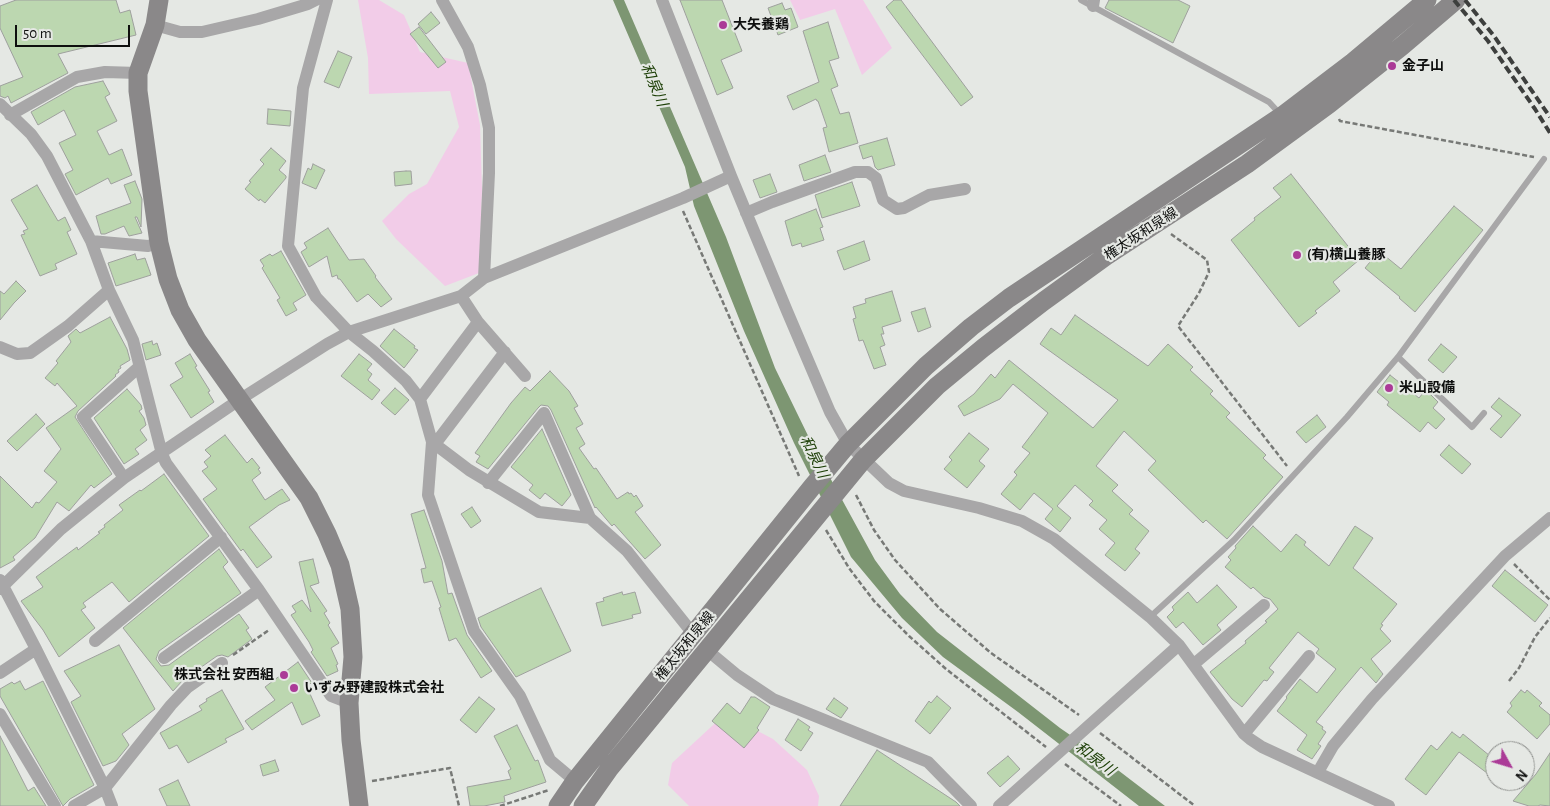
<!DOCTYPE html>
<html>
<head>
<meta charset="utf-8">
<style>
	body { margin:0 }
	#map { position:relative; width:1550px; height:806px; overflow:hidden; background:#e5e8e4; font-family:"Alegreya Sans",sans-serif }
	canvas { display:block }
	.north { position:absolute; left:1485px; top:741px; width:50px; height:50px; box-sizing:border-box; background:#e5e8e4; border:1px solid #8f918e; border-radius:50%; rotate:129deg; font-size:14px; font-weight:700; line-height:20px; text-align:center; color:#0e0f0e }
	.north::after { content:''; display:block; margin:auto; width:18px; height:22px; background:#ab3b97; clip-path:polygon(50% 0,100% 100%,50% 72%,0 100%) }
	.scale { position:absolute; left:15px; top:25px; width:115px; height:22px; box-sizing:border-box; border:2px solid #0e0f0e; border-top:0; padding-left:6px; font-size:15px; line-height:18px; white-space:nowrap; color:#0e0f0e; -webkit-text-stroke:4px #e5e8e4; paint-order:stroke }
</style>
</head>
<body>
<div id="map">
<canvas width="1550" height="806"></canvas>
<div class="north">N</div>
<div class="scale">50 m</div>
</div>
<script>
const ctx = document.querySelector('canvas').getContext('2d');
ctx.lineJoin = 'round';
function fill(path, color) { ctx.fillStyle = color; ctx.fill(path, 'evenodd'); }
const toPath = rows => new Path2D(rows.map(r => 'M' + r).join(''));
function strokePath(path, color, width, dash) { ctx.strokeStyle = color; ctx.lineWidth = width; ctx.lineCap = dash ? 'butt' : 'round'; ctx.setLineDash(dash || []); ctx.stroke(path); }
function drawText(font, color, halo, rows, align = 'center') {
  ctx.font = font + ' "Alegreya Sans","Noto Sans JP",sans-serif'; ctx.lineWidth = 4.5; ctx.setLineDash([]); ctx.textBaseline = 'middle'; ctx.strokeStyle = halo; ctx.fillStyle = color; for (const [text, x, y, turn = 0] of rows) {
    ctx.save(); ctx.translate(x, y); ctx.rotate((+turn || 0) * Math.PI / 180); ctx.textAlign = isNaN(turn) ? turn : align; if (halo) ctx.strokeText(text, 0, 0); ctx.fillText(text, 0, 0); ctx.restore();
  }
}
const green = toPath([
	[358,0,379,0,404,15,420,52,468,63,480,125,482,190,479,273,445,286,396,239,382,221,409,194,427,184,459,127,450,91,369,94,368,58],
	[790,0,863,0,892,48,862,75,835,9,800,20],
	[725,714,773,739,807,770,819,796,818,806,689,806,668,785,672,763]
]);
const water = toPath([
	[613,0,624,0,726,237,775,368,816,452,875,560,900,594,937,632,1060,728,1089,748,1165,806,1139,806,1018,712,943,657,902,618,851,557,794,443,744,331,694,206,685,167]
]);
const building = toPath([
	[16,0,116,0,120,13,130,10,136,35,58,54,68,73,11,103,8,96,5,98,0,96,0,86,23,77,0,28,0,6,16,0],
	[680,0,722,0,742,51,721,60,733,88,717,95,680,0],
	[894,0,901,0,973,97,961,106,886,7,894,0],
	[1109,0,1178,0,1190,6,1173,43,1105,8,1109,0],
	[782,3,785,10,791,8,798,27,778,35,768,8,782,3],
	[431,12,440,23,426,34,418,24,431,12],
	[828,22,839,58,829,61,838,86,831,89,840,114,849,112,858,143,829,152,823,128,827,127,818,101,817,101,816,99,793,110,787,96,819,82,803,31,828,22],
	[419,27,446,62,438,68,410,34,419,27],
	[338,51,352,57,339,88,324,82,338,51],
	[103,81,110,94,105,97,117,121,97,131,109,155,122,149,132,175,111,184,108,178,76,195,65,174,73,170,59,143,76,135,64,110,38,125,31,112,75,87,103,81],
	[268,109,291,111,290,126,267,124,268,109],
	[887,138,895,165,878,170,875,167,872,156,863,159,859,146,887,138],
	[271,148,286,161,279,170,286,176,286,178,265,203,260,199,259,201,245,189,251,182,249,181,264,164,260,160,271,148],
	[825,155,831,172,804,181,799,165,825,155],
	[313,164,325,170,316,189,302,183,308,168,311,170,313,164],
	[406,171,411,171,412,184,395,186,394,172,406,171],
	[770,174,777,192,760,198,753,180,770,174],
	[1291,174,1359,260,1333,282,1340,291,1315,311,1317,313,1299,327,1231,240,1255,220,1254,218,1281,197,1273,188,1291,174],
	[135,181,142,199,141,227,137,217,135,217,142,233,129,236,124,226,105,234,101,234,96,216,131,203,124,185,135,181],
	[852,182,860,206,822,218,815,195,852,182],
	[37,185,58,221,65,217,71,230,67,232,77,254,55,264,57,269,40,276,21,235,25,234,23,231,28,229,11,200,37,185],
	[1454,206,1483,230,1415,312,1399,298,1400,297,1365,268,1379,251,1401,269,1454,206],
	[816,209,823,227,820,228,824,240,802,247,801,243,792,246,785,221,816,209],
	[328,228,349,260,364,259,376,276,375,277,392,299,381,307,368,294,357,302,340,279,338,279,337,275,332,277,327,256,309,267,301,252,307,248,304,243,328,228],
	[864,241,870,260,844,270,837,251,864,241],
	[281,251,306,295,293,303,297,310,286,316,277,300,280,298,262,268,264,266,260,260,270,254,272,256,281,251],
	[135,254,137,260,145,258,151,275,116,286,108,263,135,254],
	[16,281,26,291,14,303,0,320,0,291,4,294,16,281],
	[892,291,901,321,882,327,884,334,881,334,885,345,880,347,886,365,874,369,863,340,859,341,853,319,856,318,853,307,866,303,865,299,892,291],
	[925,308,931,327,918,332,911,312,925,308],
	[1075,315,1148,366,1168,344,1193,367,1190,370,1213,391,1210,394,1230,413,1226,417,1266,455,1263,458,1283,477,1227,539,1206,520,1203,523,1148,470,1156,461,1124,431,1096,466,1118,485,1112,491,1133,510,1129,514,1149,531,1135,549,1140,553,1125,571,1105,555,1115,543,1099,529,1107,520,1089,505,1093,501,1075,485,1057,506,1071,518,1060,532,1045,519,1053,509,1034,493,1020,510,1001,494,1017,475,1014,472,1030,453,1022,447,1048,413,1013,384,1000,399,964,416,958,406,974,394,991,374,995,378,1009,360,1093,428,1118,400,1040,344,1051,328,1061,335,1075,315],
	[110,317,127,349,130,360,120,366,121,368,118,370,119,372,115,375,116,376,78,411,75,417,112,474,94,488,91,485,69,511,57,502,35,538,13,557,15,560,0,568,0,476,32,508,36,502,39,503,57,482,44,471,61,449,46,428,77,406,57,383,55,386,45,378,58,363,56,361,71,342,68,336,76,329,80,333,110,317],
	[394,329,415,346,414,348,418,350,404,368,380,346,394,329],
	[152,341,153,345,157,343,161,355,146,360,142,344,152,341],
	[1441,344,1457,357,1443,373,1428,360,1441,344],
	[190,354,197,366,195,367,210,391,208,392,214,402,191,418,170,385,183,377,175,363,190,354],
	[359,354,372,364,367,370,372,374,368,380,380,390,372,400,341,376,359,354],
	[550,371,569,391,578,406,574,408,583,424,576,428,585,444,579,448,594,469,596,468,617,499,628,492,629,494,631,493,634,497,636,495,643,506,635,512,661,545,645,559,614,524,612,526,596,507,595,508,551,410,548,406,541,405,538,408,488,469,476,462,480,456,475,453,511,403,525,387,530,391,550,371],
	[1390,375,1419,398,1423,393,1426,395,1428,392,1438,402,1433,408,1445,419,1436,429,1428,422,1420,432,1387,405,1389,402,1377,392,1390,375],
	[1437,381,1448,390,1445,394,1434,384,1437,381],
	[395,388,409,400,395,415,381,403,395,388],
	[127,389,141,405,142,409,139,411,144,418,146,425,140,430,147,440,135,449,139,454,124,464,94,418,127,389],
	[1499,398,1521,415,1501,438,1490,429,1502,416,1491,407,1499,398],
	[36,414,45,424,17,451,7,441,36,414],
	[1317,415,1326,427,1306,443,1296,432,1317,415],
	[542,429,571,495,562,506,545,493,540,499,529,490,533,485,511,467,542,429],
	[969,433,989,449,979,461,985,466,967,488,944,469,952,460,949,457,969,433],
	[225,435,247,463,252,458,260,468,258,469,261,473,252,480,265,500,282,489,290,500,279,505,249,527,272,557,257,568,243,549,241,551,203,499,217,489,202,471,208,467,204,462,211,456,205,450,225,435],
	[1449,445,1471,464,1462,474,1440,455,1449,445],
	[164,474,209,536,129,602,112,582,83,603,86,607,81,610,95,628,59,657,43,630,21,601,43,587,36,577,77,547,78,550,100,533,98,532,105,527,104,525,123,510,119,505,140,490,141,491,164,474],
	[472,507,481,521,471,528,461,514,472,507],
	[424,510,442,561,448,594,452,593,467,635,492,671,481,678,456,638,449,641,439,608,441,607,432,581,424,583,421,569,426,568,411,514,424,510],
	[1253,526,1281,552,1296,534,1306,542,1304,545,1329,566,1355,526,1373,538,1353,568,1397,604,1381,624,1383,625,1380,629,1391,641,1371,659,1383,674,1376,683,1361,667,1340,692,1316,722,1323,727,1322,729,1326,732,1318,744,1321,746,1312,759,1297,750,1307,735,1277,711,1287,698,1286,697,1300,679,1317,693,1336,669,1316,653,1319,649,1298,632,1269,668,1274,672,1267,681,1264,680,1242,707,1232,699,1210,672,1246,643,1245,641,1267,622,1265,621,1278,609,1270,599,1264,597,1253,587,1251,589,1225,567,1231,560,1228,557,1236,548,1235,546,1253,526],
	[219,549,228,562,223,567,241,593,159,651,156,659,161,666,169,665,239,614,249,628,246,630,252,639,228,657,222,655,217,656,183,680,173,691,123,628,219,549],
	[313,559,319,583,310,586,327,611,324,613,330,623,328,625,339,643,331,648,338,664,336,665,338,671,327,676,311,652,313,650,309,642,291,615,296,612,292,606,302,600,311,612,299,562,313,559],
	[1505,570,1548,605,1535,622,1492,586,1505,570],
	[1217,585,1237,607,1217,625,1221,630,1203,645,1183,622,1176,628,1167,617,1174,610,1172,607,1188,592,1197,603,1217,585],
	[541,588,571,651,516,677,481,627,478,618,541,588],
	[622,592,623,595,635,592,641,613,632,615,633,618,602,626,596,603,604,601,603,598,622,592],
	[119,645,155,709,122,734,129,745,116,761,103,766,71,702,81,696,64,671,119,645],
	[298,662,312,683,306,685,320,716,302,725,292,702,252,730,245,721,275,700,265,687,298,662],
	[20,681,25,690,43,681,94,785,70,799,63,806,0,696,0,689,12,682,14,684,20,681],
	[222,690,244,729,225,739,227,742,188,763,177,745,169,749,160,733,202,710,199,706,207,701,206,699,222,690],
	[1521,690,1525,693,1527,690,1542,703,1539,706,1550,715,1550,724,1537,739,1507,712,1512,706,1510,703,1521,690],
	[937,696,951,708,930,734,915,721,929,701,931,703,937,696],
	[479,697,495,709,476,733,460,720,479,697],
	[751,697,755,697,770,707,757,728,759,730,744,748,712,721,727,703,740,714,751,697],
	[834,698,848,708,841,718,826,709,834,698],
	[798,719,810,727,808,730,813,733,801,751,785,740,798,719],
	[517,725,535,761,538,760,546,782,504,796,505,802,484,806,470,806,467,787,511,779,508,771,511,769,494,736,517,725],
	[1452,732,1460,738,1463,734,1495,760,1495,779,1459,752,1426,795,1405,779,1431,745,1437,750,1452,732],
	[0,736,28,791,34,787,46,806,0,806,0,736],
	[877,750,956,802,960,806,840,806,877,750],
	[1550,753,1550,806,1540,805,1538,806,1529,806,1513,801,1536,774,1550,753],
	[1008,756,1020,769,1000,787,987,773,1008,756],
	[275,760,279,771,263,776,260,765,275,760],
	[178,780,190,806,167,806,159,789,178,780]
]);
const path = toPath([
	[1339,119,1340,121,1534,157],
	[683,211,799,476],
	[1171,234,1207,260,1209,272,1199,293,1178,326,1287,466],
	[856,495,874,530,895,560,940,609,991,653,1079,715],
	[826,530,849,568,874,601,909,636,946,669,1046,747],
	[1514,564,1550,600],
	[233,655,269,630],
	[1509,681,1519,668,1535,637,1550,618],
	[1100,733,1195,806],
	[1065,764,1121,806],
	[372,781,450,768,459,806],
	[500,806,549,790]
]);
const lane = toPath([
	[1081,0,1269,102,1281,115],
	[1398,357,1472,427,1484,413],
	[1150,617,1234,540,1347,417,1398,357,1544,159]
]);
const street = toPath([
	[327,0,303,88,288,246,316,297,349,332,373,351,406,381,420,399,432,442,469,470,539,512,590,518,627,551,694,635],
	[442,0,468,47,480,85,489,128,489,173,484,278],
	[662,0,731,176,787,311,830,412,848,444,889,483,904,491,979,508,1022,521,1054,539,1150,617,1179,645,1244,734,1250,739,1262,747,1389,806],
	[1093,6,1094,0],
	[155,25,180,32,202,32,258,19,308,4,316,0],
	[0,104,31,134,47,156,91,241,109,290,133,340,162,454,166,463,259,590,331,696,349,703],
	[10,115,77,77,105,72,138,73],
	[746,213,772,202,855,172,868,172,876,178,883,200,897,209,904,208,929,195,965,189],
	[91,241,148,246,159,243],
	[461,296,478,322,525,376],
	[0,347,17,354,30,353,68,326,109,290],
	[420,399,478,322],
	[432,442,428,495,474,631,520,696,550,760,575,781],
	[435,444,505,352],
	[124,478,83,417,139,367],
	[488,483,544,413,590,518],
	[0,580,36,649,105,788,112,806],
	[0,589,61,529,124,478,239,400,327,344,349,332,461,296,484,278,683,198,731,176],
	[95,641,221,537],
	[707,650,737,675,773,699,928,762,971,806],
	[164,658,259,590],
	[1194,664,1264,605],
	[0,673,36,649],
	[0,714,55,806],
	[1244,734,1309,656],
	[1318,772,1333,746,1372,699,1505,556,1550,518],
	[74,806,105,788,171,705,188,687,222,663],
	[999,806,1179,645]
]);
const secondary = toPath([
	[159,0,155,25,138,73,138,91,159,243,168,279,180,310,197,340,309,498,327,534,340,565,350,609,353,657,349,703,351,740,359,806],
	[558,806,575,781,812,487,848,444,926,366,971,327,1009,298,1282,116,1353,62,1427,0],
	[583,806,609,769,863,460,937,386,983,348,1044,301,1106,256,1247,164,1329,104,1402,46,1456,0]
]);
const rail = toPath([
	[1454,0,1488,41,1535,109,1550,133],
	[1465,0,1494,36,1550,117]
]);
const markers = [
	[723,25,5,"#ab3b97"],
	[1392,66,5,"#ab3b97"],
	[1297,255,5,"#ab3b97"],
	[1389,388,5,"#ab3b97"],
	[284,675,5,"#ab3b97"],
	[294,688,5,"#ab3b97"]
];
const poiNames = [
	["大矢養鶏",733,25],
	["金子山",1402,66],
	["(有)横山養豚",1307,255],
	["米山設備",1399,388],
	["株式会社 安西組",274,675,"right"],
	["いずみ野建設株式会社",304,688]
];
const streetNames = [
	["権太坂和泉線",1141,234,-33],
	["権太坂和泉線",685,646,-51]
];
const waterNames = [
	["和泉川",654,85,67],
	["和泉川",814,457,64],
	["和泉川",1095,759,37]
];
fill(green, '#f2cce8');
fill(water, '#7d9672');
fill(building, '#bcd7b0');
strokePath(building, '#9ea09d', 1);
strokePath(path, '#777976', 2.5, [5, 2.5]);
strokePath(lane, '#a8a7a8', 6);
strokePath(street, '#a8a7a8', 12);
strokePath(secondary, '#8a8889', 19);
strokePath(rail, '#3d3f3d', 4, [8, 4]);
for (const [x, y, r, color] of markers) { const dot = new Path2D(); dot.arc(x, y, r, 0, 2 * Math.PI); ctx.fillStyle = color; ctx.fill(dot); strokePath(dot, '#e5e8e4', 2); }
drawText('bold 14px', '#0e0f0e', '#e5e8e4', poiNames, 'left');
drawText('14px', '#0e0f0e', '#e5e8e4', streetNames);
drawText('italic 15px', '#1e4008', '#e5e8e4', waterNames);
</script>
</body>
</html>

☆ ☆ ☆ ☆

§ **EXERCISE GOAL**
Return every line of the records in which the word "function" is found.

§ **RESULT OF THE TASK**
function fill(path, color) { ctx.fillStyle = color; ctx.fill(path, 'evenodd'); }
function strokePath(path, color, width, dash) { ctx.strokeStyle = color; ctx.lineWidth = width; ctx.lineCap = dash ? 'butt' : 'round'; ctx.setLineDash(dash || []); ctx.stroke(path); }
function drawText(font, color, halo, rows, align = 'center') {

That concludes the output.